EXERCISE PROMPT :: What is needed is the number of lines in the data below that include "feTurbulence", stated by itself.

SUPPLIED MATERIAL ::

★ ★ ★ ★ ★

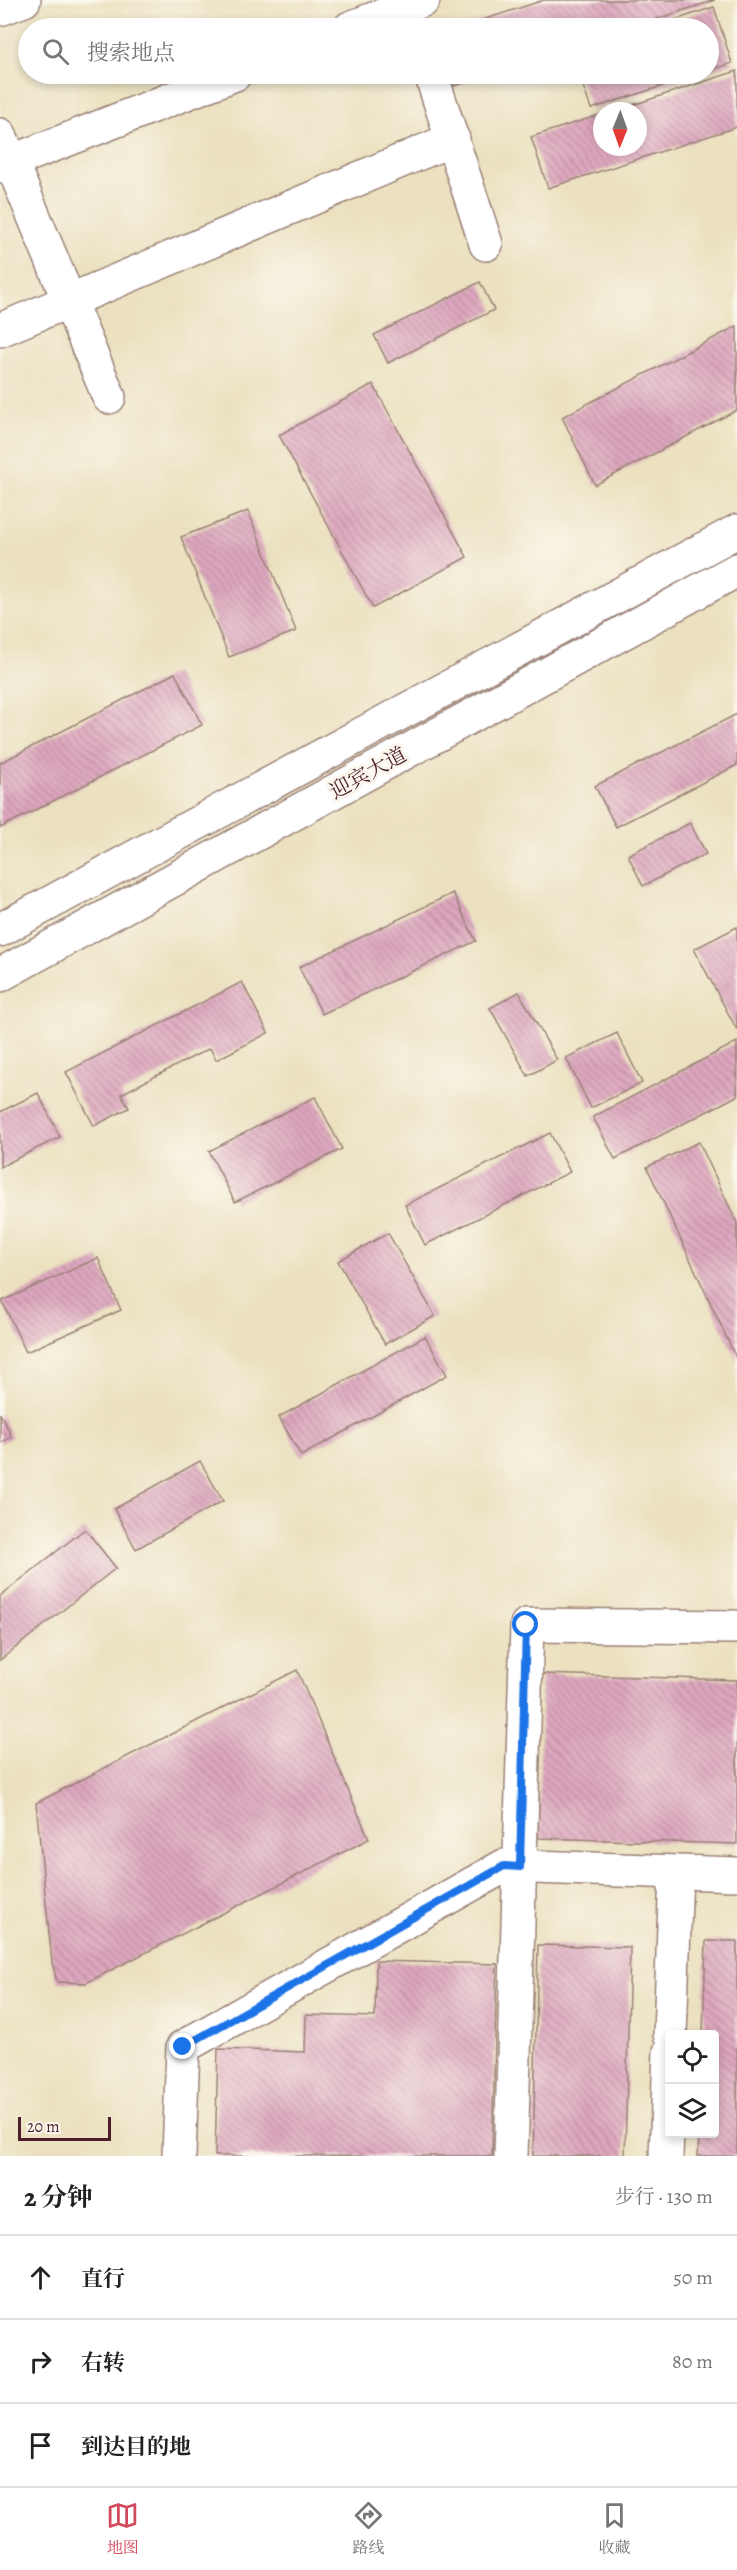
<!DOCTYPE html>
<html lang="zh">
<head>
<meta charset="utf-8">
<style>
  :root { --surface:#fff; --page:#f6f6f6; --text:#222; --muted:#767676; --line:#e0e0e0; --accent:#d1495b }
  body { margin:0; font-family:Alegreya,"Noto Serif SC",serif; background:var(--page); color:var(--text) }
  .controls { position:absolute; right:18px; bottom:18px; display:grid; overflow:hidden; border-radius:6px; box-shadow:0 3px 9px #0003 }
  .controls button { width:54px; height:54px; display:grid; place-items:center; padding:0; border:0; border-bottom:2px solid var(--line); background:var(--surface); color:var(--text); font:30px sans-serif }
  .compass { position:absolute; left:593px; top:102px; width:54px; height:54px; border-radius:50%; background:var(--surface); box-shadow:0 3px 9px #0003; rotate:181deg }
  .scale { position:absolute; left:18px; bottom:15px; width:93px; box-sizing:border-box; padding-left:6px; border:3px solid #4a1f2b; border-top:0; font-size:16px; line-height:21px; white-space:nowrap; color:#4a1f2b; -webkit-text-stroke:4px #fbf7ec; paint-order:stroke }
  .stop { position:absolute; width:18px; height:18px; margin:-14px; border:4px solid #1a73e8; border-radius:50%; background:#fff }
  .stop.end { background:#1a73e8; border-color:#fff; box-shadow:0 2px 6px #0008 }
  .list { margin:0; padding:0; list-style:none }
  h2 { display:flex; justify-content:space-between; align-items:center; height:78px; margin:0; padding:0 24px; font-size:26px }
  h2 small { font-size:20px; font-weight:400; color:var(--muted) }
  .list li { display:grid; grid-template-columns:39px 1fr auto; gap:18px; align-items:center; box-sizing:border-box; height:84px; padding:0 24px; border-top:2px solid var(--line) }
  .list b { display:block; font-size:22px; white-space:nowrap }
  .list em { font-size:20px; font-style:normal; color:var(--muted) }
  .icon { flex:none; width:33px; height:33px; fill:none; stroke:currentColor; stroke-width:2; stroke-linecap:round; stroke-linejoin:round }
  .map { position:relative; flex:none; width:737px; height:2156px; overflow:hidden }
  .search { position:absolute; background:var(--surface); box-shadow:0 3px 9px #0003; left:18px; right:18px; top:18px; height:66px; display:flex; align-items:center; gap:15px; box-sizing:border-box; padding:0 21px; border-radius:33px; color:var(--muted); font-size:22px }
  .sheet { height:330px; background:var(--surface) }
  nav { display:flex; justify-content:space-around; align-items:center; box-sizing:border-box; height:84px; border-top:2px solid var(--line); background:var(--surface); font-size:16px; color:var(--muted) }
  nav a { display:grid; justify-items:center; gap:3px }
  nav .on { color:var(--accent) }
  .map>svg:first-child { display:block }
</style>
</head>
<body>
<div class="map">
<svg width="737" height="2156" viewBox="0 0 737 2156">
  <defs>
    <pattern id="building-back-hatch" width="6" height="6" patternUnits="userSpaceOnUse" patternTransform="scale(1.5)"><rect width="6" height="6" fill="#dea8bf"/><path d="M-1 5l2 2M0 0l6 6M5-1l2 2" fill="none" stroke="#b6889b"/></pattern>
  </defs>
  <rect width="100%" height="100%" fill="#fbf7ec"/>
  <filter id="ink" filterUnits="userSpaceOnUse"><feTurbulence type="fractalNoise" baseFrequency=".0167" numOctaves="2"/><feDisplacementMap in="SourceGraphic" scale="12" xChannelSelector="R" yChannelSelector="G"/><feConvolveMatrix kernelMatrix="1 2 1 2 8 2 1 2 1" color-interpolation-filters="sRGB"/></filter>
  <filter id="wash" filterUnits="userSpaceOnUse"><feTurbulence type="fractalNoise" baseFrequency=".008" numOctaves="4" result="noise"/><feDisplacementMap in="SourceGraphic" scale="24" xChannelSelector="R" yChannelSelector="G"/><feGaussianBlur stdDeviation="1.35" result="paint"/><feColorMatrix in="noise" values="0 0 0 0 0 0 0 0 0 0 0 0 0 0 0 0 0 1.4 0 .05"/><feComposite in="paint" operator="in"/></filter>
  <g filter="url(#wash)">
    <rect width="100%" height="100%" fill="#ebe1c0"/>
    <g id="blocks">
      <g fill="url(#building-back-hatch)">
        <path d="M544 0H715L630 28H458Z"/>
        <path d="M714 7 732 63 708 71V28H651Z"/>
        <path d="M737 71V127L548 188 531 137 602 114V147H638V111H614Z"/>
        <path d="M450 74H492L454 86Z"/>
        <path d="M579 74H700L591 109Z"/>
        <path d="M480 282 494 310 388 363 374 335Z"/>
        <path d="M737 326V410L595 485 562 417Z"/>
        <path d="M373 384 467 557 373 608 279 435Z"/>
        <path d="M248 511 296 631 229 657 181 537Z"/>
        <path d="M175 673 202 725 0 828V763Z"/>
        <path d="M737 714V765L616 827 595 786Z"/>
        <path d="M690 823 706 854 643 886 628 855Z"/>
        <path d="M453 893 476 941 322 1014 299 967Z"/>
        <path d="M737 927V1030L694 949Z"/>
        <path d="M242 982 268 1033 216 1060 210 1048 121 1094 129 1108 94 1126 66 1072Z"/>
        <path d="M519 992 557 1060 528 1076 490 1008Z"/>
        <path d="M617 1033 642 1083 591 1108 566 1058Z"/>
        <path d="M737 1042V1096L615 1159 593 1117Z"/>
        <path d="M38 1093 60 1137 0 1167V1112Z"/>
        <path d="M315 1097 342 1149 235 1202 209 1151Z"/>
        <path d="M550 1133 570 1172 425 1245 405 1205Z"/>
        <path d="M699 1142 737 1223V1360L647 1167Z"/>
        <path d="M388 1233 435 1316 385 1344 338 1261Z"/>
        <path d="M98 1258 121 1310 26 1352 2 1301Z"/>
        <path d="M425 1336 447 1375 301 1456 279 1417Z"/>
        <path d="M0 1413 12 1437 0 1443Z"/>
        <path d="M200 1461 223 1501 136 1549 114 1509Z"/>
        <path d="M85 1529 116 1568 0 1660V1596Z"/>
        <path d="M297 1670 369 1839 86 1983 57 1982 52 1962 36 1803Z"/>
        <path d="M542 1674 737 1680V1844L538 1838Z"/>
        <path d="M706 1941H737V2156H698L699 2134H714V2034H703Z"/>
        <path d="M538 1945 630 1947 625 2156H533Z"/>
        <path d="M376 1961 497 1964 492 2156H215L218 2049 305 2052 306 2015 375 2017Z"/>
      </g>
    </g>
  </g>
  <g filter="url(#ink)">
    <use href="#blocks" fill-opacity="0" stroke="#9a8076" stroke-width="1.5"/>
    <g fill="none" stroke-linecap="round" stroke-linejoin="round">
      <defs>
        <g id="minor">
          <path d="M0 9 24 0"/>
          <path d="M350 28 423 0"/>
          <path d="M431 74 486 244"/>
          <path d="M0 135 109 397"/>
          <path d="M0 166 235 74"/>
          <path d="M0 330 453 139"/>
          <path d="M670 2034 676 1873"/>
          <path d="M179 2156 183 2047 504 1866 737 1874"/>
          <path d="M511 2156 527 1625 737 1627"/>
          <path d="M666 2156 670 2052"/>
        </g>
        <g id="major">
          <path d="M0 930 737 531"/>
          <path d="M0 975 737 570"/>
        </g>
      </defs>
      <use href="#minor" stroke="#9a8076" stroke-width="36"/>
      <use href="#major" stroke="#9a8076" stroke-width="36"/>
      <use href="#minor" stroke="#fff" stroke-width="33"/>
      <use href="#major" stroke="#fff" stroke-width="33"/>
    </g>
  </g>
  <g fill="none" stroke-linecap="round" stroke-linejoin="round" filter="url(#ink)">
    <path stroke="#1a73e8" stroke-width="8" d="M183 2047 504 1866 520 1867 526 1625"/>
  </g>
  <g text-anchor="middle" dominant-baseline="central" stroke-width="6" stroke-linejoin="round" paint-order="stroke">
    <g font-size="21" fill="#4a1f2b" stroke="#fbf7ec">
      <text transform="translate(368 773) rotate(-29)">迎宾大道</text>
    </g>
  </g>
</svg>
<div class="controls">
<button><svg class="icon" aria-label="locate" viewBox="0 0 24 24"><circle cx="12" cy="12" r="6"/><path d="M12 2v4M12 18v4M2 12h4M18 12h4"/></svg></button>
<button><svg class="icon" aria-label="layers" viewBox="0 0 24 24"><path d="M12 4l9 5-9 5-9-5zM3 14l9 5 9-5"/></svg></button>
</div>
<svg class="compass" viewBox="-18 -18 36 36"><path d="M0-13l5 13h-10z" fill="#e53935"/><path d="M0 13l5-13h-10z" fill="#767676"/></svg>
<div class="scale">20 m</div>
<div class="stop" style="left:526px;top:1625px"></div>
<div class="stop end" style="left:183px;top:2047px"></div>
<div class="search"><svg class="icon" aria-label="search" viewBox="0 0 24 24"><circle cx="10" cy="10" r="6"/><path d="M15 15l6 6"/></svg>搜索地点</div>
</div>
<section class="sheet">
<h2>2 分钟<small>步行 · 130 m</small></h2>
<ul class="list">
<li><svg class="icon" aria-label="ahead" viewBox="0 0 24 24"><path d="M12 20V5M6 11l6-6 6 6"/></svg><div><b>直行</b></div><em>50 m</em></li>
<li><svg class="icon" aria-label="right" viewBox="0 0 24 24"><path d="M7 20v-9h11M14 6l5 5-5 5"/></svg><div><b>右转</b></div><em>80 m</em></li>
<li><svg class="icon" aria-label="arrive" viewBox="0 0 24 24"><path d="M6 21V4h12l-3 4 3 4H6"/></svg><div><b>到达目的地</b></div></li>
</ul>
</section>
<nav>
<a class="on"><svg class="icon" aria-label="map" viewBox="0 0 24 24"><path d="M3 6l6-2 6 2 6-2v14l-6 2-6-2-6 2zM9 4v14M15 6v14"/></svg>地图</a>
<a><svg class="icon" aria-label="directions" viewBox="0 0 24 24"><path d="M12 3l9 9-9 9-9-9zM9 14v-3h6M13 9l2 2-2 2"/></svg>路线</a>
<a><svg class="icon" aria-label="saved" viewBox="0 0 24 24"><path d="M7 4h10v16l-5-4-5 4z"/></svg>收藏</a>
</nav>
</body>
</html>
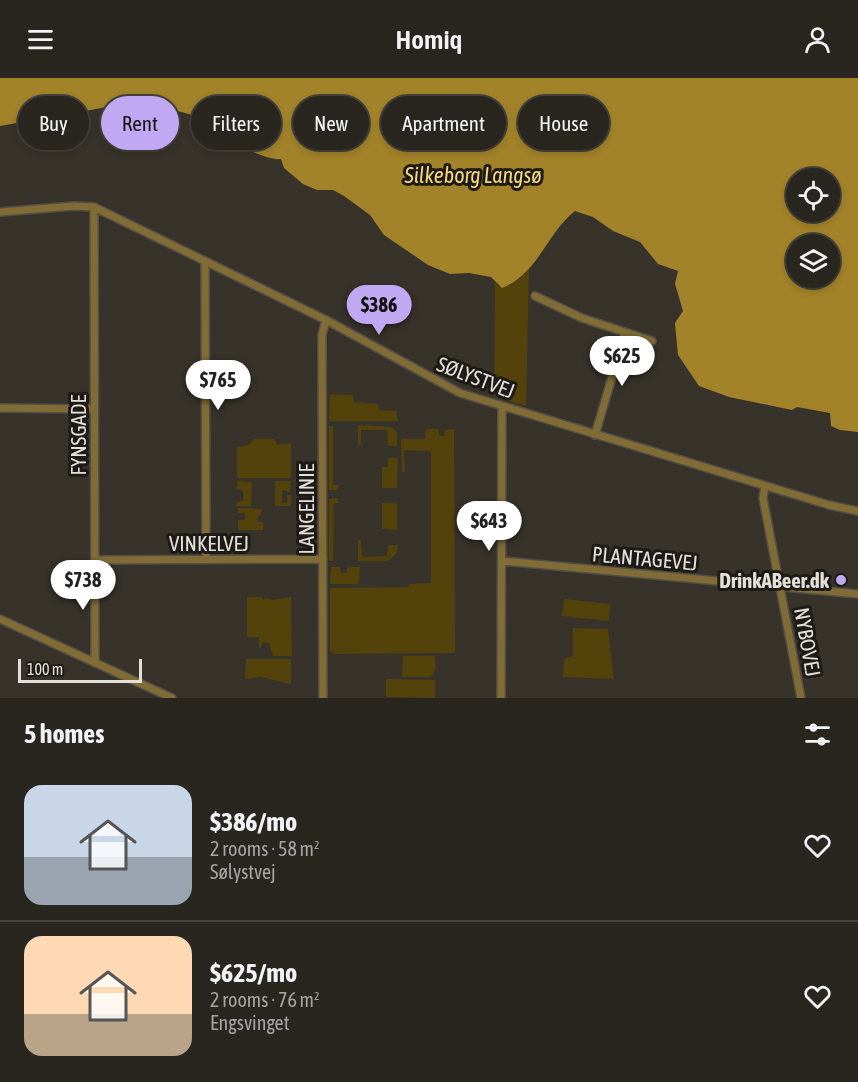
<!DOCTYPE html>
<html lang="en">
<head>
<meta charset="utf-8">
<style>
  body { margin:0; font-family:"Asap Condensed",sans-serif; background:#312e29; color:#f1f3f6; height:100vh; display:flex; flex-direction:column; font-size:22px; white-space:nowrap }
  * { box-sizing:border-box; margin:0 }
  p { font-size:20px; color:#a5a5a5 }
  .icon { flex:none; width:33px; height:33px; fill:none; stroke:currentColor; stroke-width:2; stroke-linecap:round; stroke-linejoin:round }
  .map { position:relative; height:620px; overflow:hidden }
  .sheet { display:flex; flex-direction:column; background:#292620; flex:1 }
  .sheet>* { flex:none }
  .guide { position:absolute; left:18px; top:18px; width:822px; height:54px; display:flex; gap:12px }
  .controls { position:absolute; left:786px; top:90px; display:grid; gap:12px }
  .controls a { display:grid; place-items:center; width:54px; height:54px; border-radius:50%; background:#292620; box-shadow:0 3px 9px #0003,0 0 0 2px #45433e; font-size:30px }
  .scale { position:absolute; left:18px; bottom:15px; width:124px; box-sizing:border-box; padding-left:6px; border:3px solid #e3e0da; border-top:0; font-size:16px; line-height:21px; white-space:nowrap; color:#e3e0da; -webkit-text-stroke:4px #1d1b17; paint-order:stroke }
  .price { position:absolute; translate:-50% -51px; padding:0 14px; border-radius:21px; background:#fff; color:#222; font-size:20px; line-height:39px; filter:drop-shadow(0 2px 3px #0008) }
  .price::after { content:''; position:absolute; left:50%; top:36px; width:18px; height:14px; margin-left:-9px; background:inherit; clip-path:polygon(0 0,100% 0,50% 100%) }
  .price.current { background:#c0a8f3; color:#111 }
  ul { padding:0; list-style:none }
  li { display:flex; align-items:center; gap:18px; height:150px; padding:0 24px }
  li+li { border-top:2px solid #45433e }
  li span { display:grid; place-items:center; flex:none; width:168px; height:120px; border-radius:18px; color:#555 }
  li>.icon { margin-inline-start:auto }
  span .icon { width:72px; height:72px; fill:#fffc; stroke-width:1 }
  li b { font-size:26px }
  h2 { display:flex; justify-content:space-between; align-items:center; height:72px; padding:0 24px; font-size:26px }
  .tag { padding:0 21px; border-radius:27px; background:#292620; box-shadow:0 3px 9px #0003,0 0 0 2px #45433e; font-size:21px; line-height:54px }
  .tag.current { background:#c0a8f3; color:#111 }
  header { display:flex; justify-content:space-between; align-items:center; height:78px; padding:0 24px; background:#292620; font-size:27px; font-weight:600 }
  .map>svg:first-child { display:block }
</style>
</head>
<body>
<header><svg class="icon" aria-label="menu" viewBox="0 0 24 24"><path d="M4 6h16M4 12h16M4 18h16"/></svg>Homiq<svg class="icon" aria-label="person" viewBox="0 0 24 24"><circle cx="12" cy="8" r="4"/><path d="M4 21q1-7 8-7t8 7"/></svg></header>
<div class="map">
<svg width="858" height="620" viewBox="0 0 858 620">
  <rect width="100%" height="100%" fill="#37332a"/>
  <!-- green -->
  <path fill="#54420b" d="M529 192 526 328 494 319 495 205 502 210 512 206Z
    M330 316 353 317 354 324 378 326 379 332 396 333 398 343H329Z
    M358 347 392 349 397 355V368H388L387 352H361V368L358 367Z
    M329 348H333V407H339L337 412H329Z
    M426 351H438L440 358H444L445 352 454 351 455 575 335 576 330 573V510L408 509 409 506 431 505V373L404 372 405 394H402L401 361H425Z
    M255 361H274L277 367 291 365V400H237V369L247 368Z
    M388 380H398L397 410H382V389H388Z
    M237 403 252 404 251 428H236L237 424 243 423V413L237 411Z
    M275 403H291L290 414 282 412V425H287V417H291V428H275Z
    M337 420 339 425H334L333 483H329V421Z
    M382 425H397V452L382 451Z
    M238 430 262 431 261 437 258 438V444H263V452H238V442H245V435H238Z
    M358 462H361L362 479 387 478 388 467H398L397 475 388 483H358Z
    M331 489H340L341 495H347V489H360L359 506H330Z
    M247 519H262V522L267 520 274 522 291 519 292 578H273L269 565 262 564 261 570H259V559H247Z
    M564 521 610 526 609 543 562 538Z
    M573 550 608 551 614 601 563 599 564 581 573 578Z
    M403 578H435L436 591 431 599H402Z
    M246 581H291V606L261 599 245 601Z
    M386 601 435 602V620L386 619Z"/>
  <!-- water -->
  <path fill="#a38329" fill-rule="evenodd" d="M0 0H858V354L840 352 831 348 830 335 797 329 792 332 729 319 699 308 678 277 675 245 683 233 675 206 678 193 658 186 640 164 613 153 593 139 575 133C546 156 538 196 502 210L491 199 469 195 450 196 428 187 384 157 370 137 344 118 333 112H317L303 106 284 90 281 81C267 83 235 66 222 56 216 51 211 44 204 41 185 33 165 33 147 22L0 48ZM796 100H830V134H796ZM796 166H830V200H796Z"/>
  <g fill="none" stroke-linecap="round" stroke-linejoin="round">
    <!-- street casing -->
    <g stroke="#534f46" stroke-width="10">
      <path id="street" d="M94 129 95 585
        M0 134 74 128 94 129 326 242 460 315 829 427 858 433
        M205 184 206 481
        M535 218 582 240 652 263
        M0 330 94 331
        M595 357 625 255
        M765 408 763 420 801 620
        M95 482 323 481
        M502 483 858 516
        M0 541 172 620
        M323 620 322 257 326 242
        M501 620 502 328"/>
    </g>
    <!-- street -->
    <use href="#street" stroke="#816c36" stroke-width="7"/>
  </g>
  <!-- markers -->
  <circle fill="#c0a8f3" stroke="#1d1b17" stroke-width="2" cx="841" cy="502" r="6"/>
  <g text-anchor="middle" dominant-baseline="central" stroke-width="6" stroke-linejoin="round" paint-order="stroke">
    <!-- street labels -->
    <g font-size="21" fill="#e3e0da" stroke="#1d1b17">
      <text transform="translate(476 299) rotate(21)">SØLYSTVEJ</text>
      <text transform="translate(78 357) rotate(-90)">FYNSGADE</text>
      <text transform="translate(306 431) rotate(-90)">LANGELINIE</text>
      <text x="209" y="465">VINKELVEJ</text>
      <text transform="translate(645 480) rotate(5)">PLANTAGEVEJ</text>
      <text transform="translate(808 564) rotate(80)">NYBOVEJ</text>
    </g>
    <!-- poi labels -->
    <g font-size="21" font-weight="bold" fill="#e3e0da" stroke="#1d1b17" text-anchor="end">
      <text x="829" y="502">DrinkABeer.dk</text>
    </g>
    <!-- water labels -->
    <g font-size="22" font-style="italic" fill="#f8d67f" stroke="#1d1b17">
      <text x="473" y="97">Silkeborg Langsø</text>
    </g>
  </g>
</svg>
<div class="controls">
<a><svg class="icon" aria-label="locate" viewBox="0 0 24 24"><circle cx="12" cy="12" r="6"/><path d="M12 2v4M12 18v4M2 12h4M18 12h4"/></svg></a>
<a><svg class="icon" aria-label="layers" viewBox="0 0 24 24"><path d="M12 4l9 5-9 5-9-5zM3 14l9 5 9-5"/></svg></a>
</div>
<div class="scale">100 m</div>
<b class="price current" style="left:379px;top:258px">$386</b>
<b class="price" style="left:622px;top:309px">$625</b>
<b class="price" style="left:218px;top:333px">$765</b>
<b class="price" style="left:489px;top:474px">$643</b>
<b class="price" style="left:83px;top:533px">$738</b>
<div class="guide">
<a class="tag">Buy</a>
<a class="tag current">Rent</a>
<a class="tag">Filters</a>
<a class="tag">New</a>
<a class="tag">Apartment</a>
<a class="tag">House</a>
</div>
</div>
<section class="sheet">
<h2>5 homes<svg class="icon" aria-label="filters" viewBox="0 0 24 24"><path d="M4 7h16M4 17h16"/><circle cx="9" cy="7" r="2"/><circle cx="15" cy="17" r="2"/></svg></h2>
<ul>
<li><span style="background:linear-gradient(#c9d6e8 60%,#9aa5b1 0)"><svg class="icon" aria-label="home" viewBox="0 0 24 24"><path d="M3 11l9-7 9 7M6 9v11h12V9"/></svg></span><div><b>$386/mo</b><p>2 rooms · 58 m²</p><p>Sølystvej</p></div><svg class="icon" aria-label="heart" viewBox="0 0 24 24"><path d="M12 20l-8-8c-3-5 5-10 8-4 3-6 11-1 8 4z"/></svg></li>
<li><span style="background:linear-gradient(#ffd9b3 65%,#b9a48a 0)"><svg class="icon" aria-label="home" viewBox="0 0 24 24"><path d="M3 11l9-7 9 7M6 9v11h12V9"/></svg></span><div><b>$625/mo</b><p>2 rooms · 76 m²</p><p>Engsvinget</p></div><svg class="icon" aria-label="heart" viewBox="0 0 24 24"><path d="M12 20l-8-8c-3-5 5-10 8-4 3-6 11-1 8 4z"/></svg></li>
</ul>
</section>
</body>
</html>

★ ★ ★ ★ ★

RESPONSE AREA :: 2